As far as McChrystal goes, Lincoln's other quote;
"It is better to remain silent and be thought a fool than to open one's mouth and remove all doubt."
seems appropriate.
How presidents should treat generals
Can you imagine, Hairysteve20, any President today being able to state such thoughts as Lincoln did about his generals? No way.
Everything has changed. Not the least of which is that we are no longer fighting a Civil War on our own citizens, who know because THEY are the ones being involved in the everyday way of war, what their generals are actually accomplishing.
Today it is all filtered through opinions of this or that person who "reports" to us what is "really" happening.
That being said, this President has made his own comment on those generals who believe that their contempt for civilian leadership gives them permission to undermine his policies, publically and privately.

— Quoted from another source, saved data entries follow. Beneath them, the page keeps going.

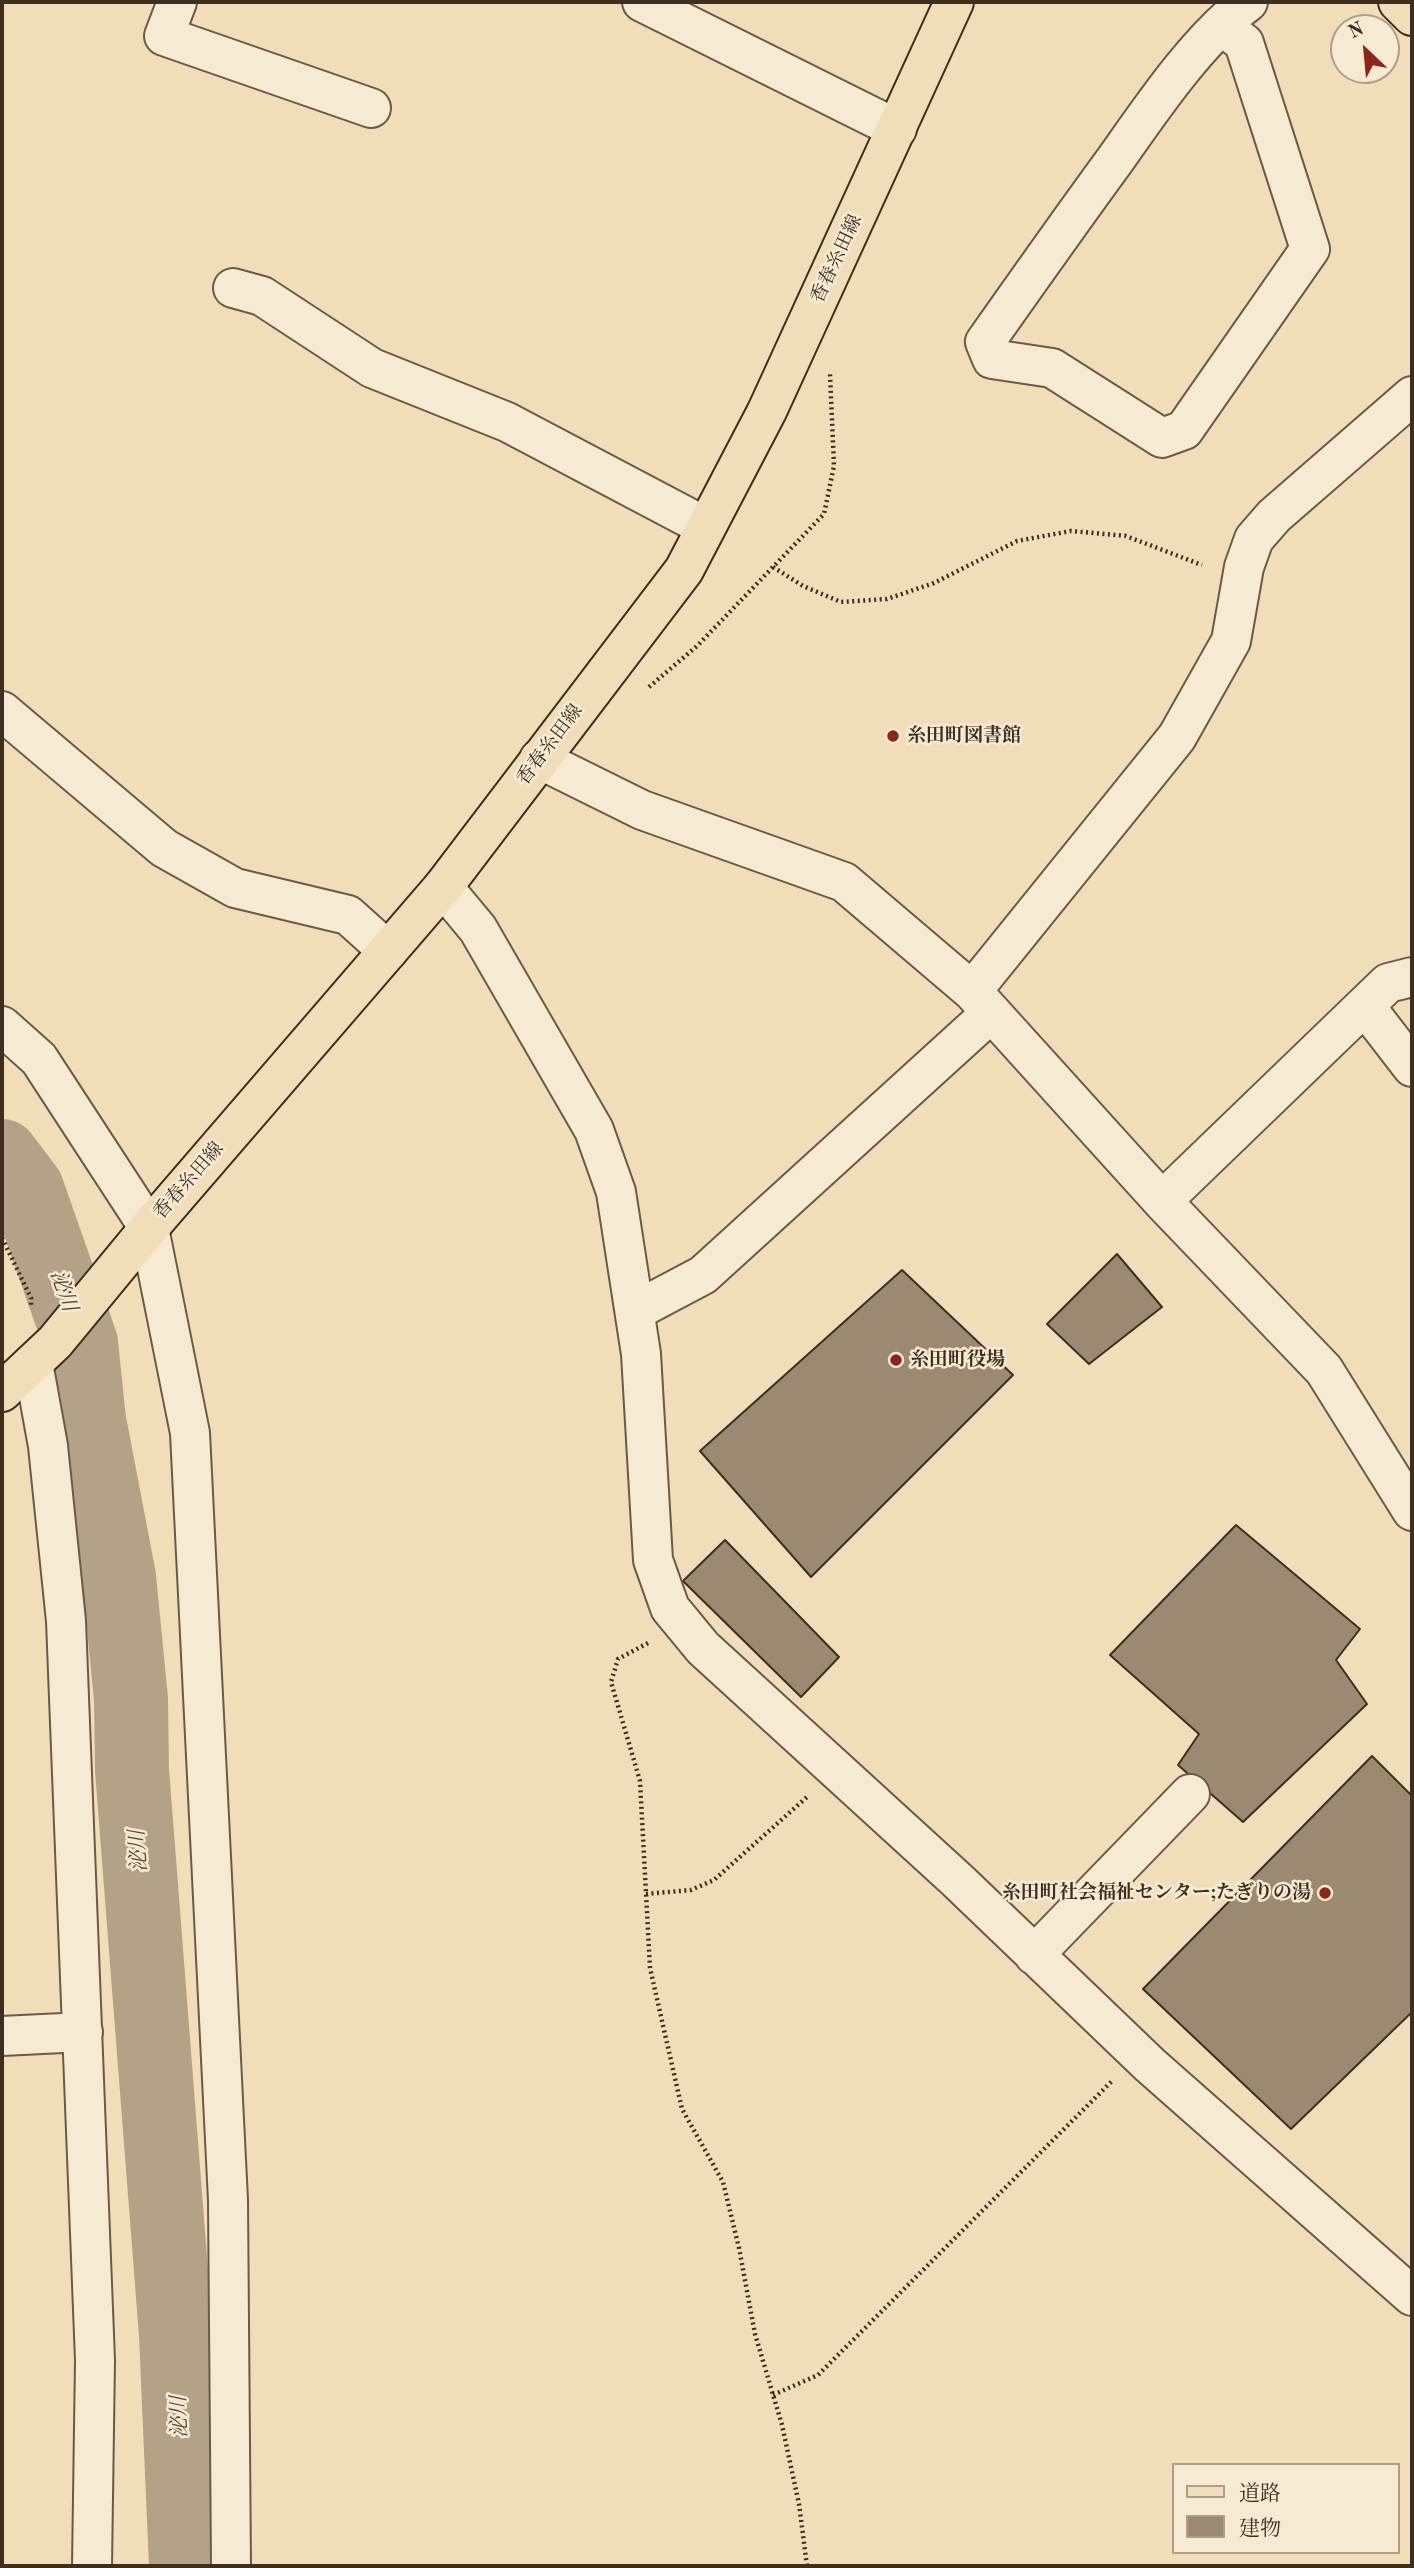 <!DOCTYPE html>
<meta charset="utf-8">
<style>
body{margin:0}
#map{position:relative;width:1414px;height:2568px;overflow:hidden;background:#f1deb9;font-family:"Old Standard TT","Noto Serif JP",serif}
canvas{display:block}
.frame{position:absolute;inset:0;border:4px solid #3e2e22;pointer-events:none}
.legend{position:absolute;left:1172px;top:2463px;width:228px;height:91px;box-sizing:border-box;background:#f6ead2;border:2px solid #ac9f8c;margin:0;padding:9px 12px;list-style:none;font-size:21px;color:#3e2e22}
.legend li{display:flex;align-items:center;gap:14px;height:35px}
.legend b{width:35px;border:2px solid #ac9f8c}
.north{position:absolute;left:1330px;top:14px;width:70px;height:70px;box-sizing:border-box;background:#f6ead2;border:2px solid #ac9f8c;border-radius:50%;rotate:334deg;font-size:19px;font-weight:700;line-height:28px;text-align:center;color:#3e2e22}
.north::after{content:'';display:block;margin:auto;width:24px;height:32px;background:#8f2418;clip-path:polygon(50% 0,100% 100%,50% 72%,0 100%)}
</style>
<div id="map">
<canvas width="1414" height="2568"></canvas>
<div class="frame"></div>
<ul class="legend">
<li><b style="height:9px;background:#f1deb9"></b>道路</li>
<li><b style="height:19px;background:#9b8a71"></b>建物</li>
</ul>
<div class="north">N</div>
</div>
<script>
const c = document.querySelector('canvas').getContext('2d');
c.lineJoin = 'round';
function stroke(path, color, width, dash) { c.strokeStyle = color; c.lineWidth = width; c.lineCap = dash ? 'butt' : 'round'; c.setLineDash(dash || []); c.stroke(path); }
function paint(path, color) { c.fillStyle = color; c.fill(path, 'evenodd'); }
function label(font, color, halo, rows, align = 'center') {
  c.font = font + ' "Old Standard TT","Noto Serif JP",serif'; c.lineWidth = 5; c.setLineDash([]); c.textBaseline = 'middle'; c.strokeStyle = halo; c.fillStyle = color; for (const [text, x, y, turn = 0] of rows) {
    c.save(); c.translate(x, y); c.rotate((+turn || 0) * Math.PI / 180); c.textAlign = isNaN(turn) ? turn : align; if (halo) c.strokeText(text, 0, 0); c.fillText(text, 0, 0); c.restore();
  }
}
const river = new Path2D(`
 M2 1156 27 1189 81 1343 89 1420 119 1577 131 1699 132 1770 176 2335 186 2566`);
const building = new Path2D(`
 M1117 1254 1162 1307 1089 1364 1047 1324Z
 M902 1270 1013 1375 811 1577 700 1451Z
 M1236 1525 1360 1629 1336 1660 1367 1704 1243 1822 1178 1765 1199 1734 1110 1655Z
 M725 1540 839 1657 801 1697 683 1581Z
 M1372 1756 1412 1796V2012L1291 2129 1143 1989Z`);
const path = new Path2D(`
 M773 567 803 586 841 602 887 599 934 583 1017 541 1071 531 1126 536 1202 565
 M649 687 697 646 824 514 834 466 830 374
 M2 1238 31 1298V1308
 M648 1643 618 1659 611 1682 640 1781 650 1968 682 2109 723 2182 739 2248 755 2334 782 2425 799 2504 807 2566
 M646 1894 691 1890 714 1880 807 1797
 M773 2395 818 2375 1112 2081`);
const minor = new Path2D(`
 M177 2 164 36 371 108
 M642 2 897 129
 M1222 26 1244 43 1310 249 1184 430 1162 438 1052 368 992 359 985 342C1028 281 1071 220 1115 160 1151 109 1198 39 1248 2
 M233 288 262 296 372 368 507 422 706 527
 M2 711 164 848 235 888 348 915 388 951
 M539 759 642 810 844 882 972 991 1162 1201 1324 1370 1412 1511
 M443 887 478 929 594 1130 616 1192 641 1354 653 1560 670 1608 703 1648 957 1880 1150 2065 1412 2296
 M972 991 1177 737 1231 641 1244 567 1254 539 1274 516 1412 396
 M1365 1006 1412 1067
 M2 1026 39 1059 149 1228 190 1433 228 2200 231 2566
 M1162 1201 1388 983 1412 977
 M635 1311 703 1275 991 1013
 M33 1363 48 1446 66 1621 95 2360 92 2566
 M1034 1955 1190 1794
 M2 2036 83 2032`);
const major = new Path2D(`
 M1398 2 1412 16
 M2 1392 55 1342 149 1228 443 887 684 570 767 411 954 2`);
const markers = [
 [893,736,7,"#8f2418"],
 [896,1360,7,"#8f2418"],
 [1325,1893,7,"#8f2418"]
];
const streetNames = [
 ["香春糸田線",837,259,-65],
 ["香春糸田線",550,745,-53],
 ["香春糸田線",189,1181,-49]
];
const poiNames = [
 ["糸田町図書館",907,736],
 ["糸田町役場",910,1360],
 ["糸田町社会福祉センター;たぎりの湯",1311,1893,"right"]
];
const waterNames = [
 ["泌川",63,1291,71],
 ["泌川",139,1851,-94],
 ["泌川",180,2417,-92]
];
stroke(river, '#b4a286', 74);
paint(building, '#9b8a71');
stroke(building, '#3e2e22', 2);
stroke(minor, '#6b5a48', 42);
stroke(major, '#3e2e22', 42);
stroke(path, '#3e2e22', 4.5, [2, 3.5]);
stroke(minor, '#f6ead2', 38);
stroke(major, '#f1deb9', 38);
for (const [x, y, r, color] of markers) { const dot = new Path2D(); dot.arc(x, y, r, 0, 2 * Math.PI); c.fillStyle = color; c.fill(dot); stroke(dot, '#f6ead2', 2.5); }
label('19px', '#3e2e22', '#f6ead2', streetNames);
label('bold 19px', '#3e2e22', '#f6ead2', poiNames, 'left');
label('italic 21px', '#5c4b3b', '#f6ead2', waterNames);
</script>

Yes, but the 'generals are disposable' logic can be turned around to suggest Obama has made a mistake in making Petraeus now seem absolutely necessary - and if this has been done for PR's sake, which appears to be the case [after all, isn't the message here that there are so few generals in the US military capable of running a COIN that we we're forced to demote our 'best' general out of CENTCOM?] then it seems to me the table is being set for some serious troubles down the road. Did Obama give Petraeus assurances re withdrawals, troop increases, Eikenberry, putting a muzzle on Biden etc etc? What if he did but Obama backtracks? Or he didn't but Petraeus, now the 'necessary' general whose reputation hangs in the balance, has no choice but to act as if he has the latitude?
Much of the press want to see calling on Petraeus as a clever move by Obama - but seems to me you can just as easily characterize it as an expression of weakness and shallow, short sighted thinking.
I was a big fan of Cohen's book but it is a bit tainted by the reality that he served in Rumsfeld's Pentagon, where Generals were ignored. It is one thing to fire Generals who are incompetent, but it is another to ignore them when they provide inconvenient yet sound military advice.
Yes there are times when Generals and Colonels need to be replaced. What about today? When was the last time someone from State was replaced? When do we see the leadership of Lincoln or even FDR? So far, the military leberated Afghanistan once and toppled Sadam and then told that they need to build nations. Isn't that the work of the other foregin focused Department? Isn't the military there to flex the political muscle?
So Generals are disposable but what happens to a nation whose military can destroy anything it wants but the political component can't find its way out of a paper bag?
is NOT the job of the State Department. We used to have an agency that specialized in that, the U.S. Agency for International Development (USAID), but the Clinton and Bush2 administrations took that responsibility away from them and turned USAID into a general contractor, charged with hiring private sector firms to do the job they were allegedly responsible for. I know of several former non-profit organizations that became for-profits in order to take advantage of the money that could be made. The answer is not to blame State, traditionally terribly underfunded, but to reconstitute the old USAID and get them back to work doing what they used to do best.
Tom Ricks fearlessly goes for the Lincoln comparison
Actually, the recent relief of McChrystal is much more mundane than high level conflicts between President s and Generals. The real comparison is with GW Bush's firing of Adm Fallon when Fallon blathered about his fabulousness in an interview in Esquire at the time the surge was playing out. Bush fired him, correctly, and as I recall, there wasn't a lot of admiration, not to say puppylike leg-humping, from the "media" for Bush.
Show me I'm wrong. Show me where you compared Bush to Lincoln and Truman and celebrated his Presidentialness. I don't have to go to the internet to know you attacked Bush as a cretinous moron and evil genius who unfairly fired the brilliant, truth-telling Fallon yada yada. So predictable, yawn.